Parece ser sempre verdade que, à medida que os
tempos mudam, especialmente durante as grandes convulsões sociais, as nossas
culturas e tradições evoluem e, por vezes, dissipam-se. NüShu caiu parcialmente
vítima da Revolução Cultural que estava a reescrever a História de uma nova
China e, simultaneamente, as reformas educacionais universais centradas no
mandarim, que tornaram o NüShu supérfulo, pelo que deixou de ser ensinado e
desapareceu, gradualmente, da cultura da época.
O
Nüshu na Vida Diária
Usando a sua escrita, as mulheres escreveram cartas,
poesia e canções em livros e em leques de papel e, frequentemente, bordaram
esta escrita em tecido para lenços de bolso, cachecóis, aventais e outras peças
de artesanato.
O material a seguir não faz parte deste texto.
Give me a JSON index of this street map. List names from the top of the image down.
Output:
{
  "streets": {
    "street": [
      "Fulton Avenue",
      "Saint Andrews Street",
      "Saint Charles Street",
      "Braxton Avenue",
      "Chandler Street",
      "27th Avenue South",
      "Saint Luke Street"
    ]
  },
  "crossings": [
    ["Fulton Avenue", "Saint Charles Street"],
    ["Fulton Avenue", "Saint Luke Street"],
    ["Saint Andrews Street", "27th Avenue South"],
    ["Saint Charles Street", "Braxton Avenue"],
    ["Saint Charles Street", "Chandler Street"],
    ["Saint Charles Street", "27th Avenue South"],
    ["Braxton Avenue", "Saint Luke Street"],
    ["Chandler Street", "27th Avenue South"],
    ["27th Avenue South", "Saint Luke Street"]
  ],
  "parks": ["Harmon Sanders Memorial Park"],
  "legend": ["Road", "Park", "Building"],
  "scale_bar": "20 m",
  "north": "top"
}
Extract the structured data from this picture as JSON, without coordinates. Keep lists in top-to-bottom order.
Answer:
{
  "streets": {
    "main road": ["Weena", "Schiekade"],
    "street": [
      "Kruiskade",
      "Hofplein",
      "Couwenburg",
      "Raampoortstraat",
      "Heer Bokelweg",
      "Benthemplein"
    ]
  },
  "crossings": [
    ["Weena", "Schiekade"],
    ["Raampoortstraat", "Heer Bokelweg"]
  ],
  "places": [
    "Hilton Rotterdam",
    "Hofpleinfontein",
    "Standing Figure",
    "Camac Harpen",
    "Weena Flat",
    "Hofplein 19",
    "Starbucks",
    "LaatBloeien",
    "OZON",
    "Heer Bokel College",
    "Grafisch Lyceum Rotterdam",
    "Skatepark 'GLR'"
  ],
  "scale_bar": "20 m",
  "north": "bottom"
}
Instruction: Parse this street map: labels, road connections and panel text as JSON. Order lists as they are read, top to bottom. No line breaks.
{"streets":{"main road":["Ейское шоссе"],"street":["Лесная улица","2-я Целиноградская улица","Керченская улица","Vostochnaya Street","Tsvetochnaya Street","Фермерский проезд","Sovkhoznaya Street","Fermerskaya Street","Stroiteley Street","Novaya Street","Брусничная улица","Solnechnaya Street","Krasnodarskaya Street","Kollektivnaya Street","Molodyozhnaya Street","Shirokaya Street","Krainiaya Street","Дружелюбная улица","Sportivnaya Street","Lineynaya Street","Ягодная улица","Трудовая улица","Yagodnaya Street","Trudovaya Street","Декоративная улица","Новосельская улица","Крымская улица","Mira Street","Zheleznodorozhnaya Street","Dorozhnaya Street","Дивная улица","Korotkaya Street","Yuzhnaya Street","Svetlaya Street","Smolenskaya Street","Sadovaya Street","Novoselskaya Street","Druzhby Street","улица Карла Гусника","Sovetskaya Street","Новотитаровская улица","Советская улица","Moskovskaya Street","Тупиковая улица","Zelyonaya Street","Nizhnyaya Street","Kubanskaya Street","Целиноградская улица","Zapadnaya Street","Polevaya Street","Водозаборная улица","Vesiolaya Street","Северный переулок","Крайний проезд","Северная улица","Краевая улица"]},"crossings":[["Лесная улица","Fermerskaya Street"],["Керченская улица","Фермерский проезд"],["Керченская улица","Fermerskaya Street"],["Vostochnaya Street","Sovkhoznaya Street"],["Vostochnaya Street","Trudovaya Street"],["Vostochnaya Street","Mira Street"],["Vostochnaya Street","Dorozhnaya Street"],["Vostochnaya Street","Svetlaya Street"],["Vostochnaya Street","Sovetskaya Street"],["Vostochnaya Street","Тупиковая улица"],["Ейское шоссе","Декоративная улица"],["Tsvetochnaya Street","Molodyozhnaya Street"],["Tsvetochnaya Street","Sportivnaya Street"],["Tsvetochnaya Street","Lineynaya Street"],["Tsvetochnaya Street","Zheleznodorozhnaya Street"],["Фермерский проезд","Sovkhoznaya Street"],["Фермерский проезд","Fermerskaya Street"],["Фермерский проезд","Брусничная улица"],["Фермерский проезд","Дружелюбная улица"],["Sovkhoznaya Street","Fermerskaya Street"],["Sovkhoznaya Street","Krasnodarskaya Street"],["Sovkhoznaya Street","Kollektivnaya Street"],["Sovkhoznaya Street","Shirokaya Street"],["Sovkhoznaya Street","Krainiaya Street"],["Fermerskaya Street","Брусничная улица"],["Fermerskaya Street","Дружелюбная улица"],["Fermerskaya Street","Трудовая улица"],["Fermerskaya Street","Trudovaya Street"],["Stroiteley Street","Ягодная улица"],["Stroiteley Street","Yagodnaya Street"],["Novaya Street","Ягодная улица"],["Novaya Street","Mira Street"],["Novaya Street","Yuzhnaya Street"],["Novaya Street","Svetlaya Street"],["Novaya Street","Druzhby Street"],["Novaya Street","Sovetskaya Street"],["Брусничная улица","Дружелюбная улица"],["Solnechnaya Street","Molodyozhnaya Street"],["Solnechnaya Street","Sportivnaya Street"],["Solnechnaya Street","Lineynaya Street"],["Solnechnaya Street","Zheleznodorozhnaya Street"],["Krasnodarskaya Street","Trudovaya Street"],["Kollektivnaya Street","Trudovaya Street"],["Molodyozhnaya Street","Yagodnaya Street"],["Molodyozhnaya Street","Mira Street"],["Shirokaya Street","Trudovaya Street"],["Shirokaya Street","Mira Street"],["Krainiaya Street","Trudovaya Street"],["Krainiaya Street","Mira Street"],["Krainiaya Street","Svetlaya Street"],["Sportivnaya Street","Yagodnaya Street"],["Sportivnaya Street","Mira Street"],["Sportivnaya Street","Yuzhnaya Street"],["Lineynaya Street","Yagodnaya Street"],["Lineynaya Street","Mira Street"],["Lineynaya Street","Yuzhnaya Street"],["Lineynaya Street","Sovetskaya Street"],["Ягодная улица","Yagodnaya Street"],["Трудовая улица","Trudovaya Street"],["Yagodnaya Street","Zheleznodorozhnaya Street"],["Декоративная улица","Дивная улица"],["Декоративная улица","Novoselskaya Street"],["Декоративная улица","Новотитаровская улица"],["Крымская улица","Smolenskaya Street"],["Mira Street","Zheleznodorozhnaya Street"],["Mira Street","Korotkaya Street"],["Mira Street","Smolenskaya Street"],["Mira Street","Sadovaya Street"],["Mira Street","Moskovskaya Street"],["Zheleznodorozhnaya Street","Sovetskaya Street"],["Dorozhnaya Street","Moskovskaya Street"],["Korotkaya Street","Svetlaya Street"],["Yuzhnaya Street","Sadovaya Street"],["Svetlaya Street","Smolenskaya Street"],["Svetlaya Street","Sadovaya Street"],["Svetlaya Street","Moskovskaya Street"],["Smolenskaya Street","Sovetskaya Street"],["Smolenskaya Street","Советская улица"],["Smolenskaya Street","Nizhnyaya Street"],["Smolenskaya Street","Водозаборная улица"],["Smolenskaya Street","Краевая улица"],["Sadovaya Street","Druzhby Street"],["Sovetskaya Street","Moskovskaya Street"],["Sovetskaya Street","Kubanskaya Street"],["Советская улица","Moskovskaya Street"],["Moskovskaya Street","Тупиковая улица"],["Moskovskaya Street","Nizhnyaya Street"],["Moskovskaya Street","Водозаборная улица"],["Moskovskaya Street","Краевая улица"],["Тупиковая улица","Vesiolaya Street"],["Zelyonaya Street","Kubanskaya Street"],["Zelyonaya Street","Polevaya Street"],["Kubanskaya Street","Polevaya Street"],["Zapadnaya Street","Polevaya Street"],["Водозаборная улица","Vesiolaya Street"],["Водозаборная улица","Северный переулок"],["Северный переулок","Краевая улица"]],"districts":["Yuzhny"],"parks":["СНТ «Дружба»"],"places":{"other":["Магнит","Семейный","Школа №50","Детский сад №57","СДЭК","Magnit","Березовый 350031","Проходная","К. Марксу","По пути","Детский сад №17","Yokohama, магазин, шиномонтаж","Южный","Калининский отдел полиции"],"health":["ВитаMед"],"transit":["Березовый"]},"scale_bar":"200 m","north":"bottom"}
Em vez de escreverem cartas, bordavam frequentemente poemas e
mensagens em lenços de papel para serem entregues como mensagens essencialmente
secretas, aos seus amigos e familiares no país. Além de poesia e canções,
escreviam Nüshu nas suas orações e cânticos a Deus, mas talvez o uso mais
notável tenha sido nas suas cartas e votos, umas às outras, como irmãs
comprometidas através de juramento.
Era tradição entre as raparigas desta região,
entabular um relacionamento entre si que se chamava Jiebai Zimei (結拝姉妹) ou "irmandade
ajuramentada", o que implicava um compromisso com as amigas que não eram
biologicamente aparentadas, mas sim, comprometidas através de uma amizade
profunda. Estas irmãs ajuramentadas eram geralmente muito mais próximas umas
das outras, do que das suas irmãs biológicas e uma das principais utilizações
de NüShu, foi como meio de registar estas amizades para toda a vida, em cartas
e poesia.
Eram relações sérias de companheirismo emocional,
quase semelhantes ao casamento e que se esperavam durar toda a vida. As
raparigas jurariam promessas umas às outras e partilhariam a sorte e as
desgraças, uma prática que desempenhou um papel muito importante na invenção e
divulgação de Nüshu. Grande parte da escrita e dos bordados de Nüshu consistia
em cartas entre irmãs juradas, e tudo leva a crer que a necessidade da
expressão exacta destes laços emocionais foi responsável pela criação da
língua.
Uma das tradições mais encantadoras diz respeito
aos livros conhecidos como San Chao Shu, (三朝书,
literalmente, o livro do terceiro dia) que eram cadernos muito bonitos
confeccionados à mão em tecido, escritos em Nüshu, para serem dados a uma filha
ou a uma irmã ajuramentada aquando do seu casamento. Nos casamentos
tradicionais chineses da época, uma noiva juntava-se à família do seu marido e
tinha de se mudar, por vezes para longe, talvez só voltando a ver a sua família
biológica ou as suas irmãs ajuramentadas, muito raramente.